> [Data extracts]
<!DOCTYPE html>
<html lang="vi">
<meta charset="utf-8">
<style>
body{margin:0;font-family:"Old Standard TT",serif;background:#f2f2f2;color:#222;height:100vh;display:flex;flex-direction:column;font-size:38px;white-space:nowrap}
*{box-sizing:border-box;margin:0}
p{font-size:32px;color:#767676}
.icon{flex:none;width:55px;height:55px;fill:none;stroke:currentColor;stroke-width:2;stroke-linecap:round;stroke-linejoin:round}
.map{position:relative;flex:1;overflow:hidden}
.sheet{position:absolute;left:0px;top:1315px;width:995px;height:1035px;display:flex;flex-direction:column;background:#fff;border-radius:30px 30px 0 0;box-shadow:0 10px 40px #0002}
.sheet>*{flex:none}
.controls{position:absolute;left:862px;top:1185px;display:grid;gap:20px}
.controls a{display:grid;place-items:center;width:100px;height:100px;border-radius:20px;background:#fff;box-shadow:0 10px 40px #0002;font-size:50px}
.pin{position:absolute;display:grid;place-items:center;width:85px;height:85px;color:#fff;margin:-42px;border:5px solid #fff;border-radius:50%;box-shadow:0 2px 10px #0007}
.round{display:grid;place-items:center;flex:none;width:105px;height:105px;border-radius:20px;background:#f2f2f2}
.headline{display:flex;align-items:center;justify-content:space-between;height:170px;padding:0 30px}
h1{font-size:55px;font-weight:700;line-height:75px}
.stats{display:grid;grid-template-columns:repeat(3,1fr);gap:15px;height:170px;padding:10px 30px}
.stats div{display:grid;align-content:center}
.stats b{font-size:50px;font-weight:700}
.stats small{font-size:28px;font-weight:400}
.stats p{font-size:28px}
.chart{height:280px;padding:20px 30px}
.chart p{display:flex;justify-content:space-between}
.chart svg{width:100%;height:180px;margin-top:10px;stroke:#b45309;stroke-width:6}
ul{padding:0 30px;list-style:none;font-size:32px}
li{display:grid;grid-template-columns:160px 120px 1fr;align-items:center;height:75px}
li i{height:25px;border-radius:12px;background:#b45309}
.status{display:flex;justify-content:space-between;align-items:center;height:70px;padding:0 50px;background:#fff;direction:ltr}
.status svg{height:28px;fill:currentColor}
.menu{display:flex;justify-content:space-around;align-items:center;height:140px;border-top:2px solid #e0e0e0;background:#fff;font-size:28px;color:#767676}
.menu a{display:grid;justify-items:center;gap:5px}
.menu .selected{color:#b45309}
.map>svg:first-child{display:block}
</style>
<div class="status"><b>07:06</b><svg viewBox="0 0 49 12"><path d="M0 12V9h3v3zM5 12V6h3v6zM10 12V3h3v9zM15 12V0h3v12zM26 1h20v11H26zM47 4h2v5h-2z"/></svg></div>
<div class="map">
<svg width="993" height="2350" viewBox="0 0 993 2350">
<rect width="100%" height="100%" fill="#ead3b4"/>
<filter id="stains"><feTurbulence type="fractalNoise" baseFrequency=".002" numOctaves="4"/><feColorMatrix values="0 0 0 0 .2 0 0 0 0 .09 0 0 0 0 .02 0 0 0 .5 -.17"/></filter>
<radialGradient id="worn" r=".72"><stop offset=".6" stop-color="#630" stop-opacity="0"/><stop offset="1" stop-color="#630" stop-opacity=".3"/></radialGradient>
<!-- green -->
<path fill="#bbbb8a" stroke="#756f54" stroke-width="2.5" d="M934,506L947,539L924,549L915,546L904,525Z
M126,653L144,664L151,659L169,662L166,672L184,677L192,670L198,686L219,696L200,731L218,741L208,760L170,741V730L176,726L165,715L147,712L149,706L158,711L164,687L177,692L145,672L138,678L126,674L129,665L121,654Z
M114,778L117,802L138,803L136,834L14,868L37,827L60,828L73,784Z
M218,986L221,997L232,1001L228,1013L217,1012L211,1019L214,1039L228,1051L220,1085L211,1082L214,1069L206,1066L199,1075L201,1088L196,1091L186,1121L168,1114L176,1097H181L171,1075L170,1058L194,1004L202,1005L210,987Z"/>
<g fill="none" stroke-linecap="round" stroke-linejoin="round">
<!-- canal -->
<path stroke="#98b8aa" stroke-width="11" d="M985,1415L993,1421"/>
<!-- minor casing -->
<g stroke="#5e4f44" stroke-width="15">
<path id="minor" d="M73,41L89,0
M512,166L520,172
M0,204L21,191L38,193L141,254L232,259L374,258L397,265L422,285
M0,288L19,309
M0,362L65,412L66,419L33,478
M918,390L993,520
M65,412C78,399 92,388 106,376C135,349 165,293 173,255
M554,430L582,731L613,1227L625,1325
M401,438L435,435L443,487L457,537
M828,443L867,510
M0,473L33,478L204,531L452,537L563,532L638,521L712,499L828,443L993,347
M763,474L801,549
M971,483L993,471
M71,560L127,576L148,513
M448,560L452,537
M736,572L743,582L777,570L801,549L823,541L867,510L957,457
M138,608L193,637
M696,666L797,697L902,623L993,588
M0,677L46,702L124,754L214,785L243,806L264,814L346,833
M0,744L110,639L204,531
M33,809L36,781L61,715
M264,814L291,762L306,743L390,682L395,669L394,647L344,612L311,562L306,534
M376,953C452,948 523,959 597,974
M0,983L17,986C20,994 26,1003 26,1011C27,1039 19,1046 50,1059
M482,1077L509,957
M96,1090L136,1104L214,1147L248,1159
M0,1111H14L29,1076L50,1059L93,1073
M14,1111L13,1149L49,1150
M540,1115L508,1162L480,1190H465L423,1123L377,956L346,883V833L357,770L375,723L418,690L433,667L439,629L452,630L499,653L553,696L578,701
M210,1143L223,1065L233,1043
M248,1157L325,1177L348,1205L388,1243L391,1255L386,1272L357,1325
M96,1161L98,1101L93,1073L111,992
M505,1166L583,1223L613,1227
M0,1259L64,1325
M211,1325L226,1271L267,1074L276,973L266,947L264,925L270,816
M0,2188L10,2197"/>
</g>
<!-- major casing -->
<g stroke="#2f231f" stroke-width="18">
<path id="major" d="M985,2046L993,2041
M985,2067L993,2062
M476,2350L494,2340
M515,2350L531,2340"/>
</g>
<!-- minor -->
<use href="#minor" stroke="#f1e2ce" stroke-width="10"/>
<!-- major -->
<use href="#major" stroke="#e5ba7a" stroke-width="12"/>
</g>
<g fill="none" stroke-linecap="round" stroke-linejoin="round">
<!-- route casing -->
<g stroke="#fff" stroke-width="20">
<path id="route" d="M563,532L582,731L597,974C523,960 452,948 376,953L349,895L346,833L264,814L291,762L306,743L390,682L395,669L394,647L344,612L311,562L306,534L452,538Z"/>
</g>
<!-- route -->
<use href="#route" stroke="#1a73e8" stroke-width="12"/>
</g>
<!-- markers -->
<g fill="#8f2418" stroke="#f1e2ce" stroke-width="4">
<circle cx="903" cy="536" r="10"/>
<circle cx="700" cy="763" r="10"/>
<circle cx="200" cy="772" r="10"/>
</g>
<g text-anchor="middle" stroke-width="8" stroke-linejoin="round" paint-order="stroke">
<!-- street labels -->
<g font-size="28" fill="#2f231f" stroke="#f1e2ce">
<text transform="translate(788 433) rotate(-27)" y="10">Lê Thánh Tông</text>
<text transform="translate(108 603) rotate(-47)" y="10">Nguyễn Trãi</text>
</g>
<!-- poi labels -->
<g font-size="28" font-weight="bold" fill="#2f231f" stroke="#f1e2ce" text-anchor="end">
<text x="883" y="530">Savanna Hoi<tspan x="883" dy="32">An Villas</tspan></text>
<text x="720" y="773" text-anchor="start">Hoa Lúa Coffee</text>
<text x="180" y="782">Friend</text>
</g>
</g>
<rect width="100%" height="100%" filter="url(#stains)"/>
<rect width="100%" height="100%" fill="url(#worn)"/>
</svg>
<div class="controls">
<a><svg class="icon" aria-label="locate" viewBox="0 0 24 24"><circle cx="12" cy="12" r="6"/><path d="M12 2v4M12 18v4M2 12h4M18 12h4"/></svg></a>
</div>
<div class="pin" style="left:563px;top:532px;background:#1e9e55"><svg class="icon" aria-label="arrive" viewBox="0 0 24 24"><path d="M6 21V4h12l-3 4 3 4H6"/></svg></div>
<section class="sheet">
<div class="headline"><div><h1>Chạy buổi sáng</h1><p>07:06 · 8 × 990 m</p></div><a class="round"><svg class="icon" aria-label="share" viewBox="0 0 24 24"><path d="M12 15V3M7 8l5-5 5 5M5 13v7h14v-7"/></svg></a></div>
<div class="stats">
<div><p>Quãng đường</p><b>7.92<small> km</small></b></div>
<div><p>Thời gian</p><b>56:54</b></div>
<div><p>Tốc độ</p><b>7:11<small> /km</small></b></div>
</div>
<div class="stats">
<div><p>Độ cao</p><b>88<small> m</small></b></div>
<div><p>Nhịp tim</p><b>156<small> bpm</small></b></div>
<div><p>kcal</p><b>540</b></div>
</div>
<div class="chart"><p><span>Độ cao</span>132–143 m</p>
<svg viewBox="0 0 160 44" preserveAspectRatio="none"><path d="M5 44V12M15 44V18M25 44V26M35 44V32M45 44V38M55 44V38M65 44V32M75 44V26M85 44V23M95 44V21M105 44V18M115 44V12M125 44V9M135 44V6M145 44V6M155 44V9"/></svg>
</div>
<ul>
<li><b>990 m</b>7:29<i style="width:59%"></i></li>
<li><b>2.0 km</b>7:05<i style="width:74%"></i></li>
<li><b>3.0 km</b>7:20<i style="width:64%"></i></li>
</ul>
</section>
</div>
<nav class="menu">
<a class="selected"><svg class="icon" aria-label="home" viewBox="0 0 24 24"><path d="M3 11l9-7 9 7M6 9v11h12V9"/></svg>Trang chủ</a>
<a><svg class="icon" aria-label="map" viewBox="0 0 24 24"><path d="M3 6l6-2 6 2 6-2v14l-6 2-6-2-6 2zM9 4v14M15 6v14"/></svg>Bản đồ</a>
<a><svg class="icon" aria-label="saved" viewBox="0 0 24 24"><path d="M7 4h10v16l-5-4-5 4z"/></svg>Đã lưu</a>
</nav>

> [What needs to be done] All lines above from the one containing "M918,390L993,520" to the one containing "M33,809L36,781L61,715" must be repeated exactly, both lines included, and no others.

> [Solved exercise]
M918,390L993,520
M65,412C78,399 92,388 106,376C135,349 165,293 173,255
M554,430L582,731L613,1227L625,1325
M401,438L435,435L443,487L457,537
M828,443L867,510
M0,473L33,478L204,531L452,537L563,532L638,521L712,499L828,443L993,347
M763,474L801,549
M971,483L993,471
M71,560L127,576L148,513
M448,560L452,537
M736,572L743,582L777,570L801,549L823,541L867,510L957,457
M138,608L193,637
M696,666L797,697L902,623L993,588
M0,677L46,702L124,754L214,785L243,806L264,814L346,833
M0,744L110,639L204,531
M33,809L36,781L61,715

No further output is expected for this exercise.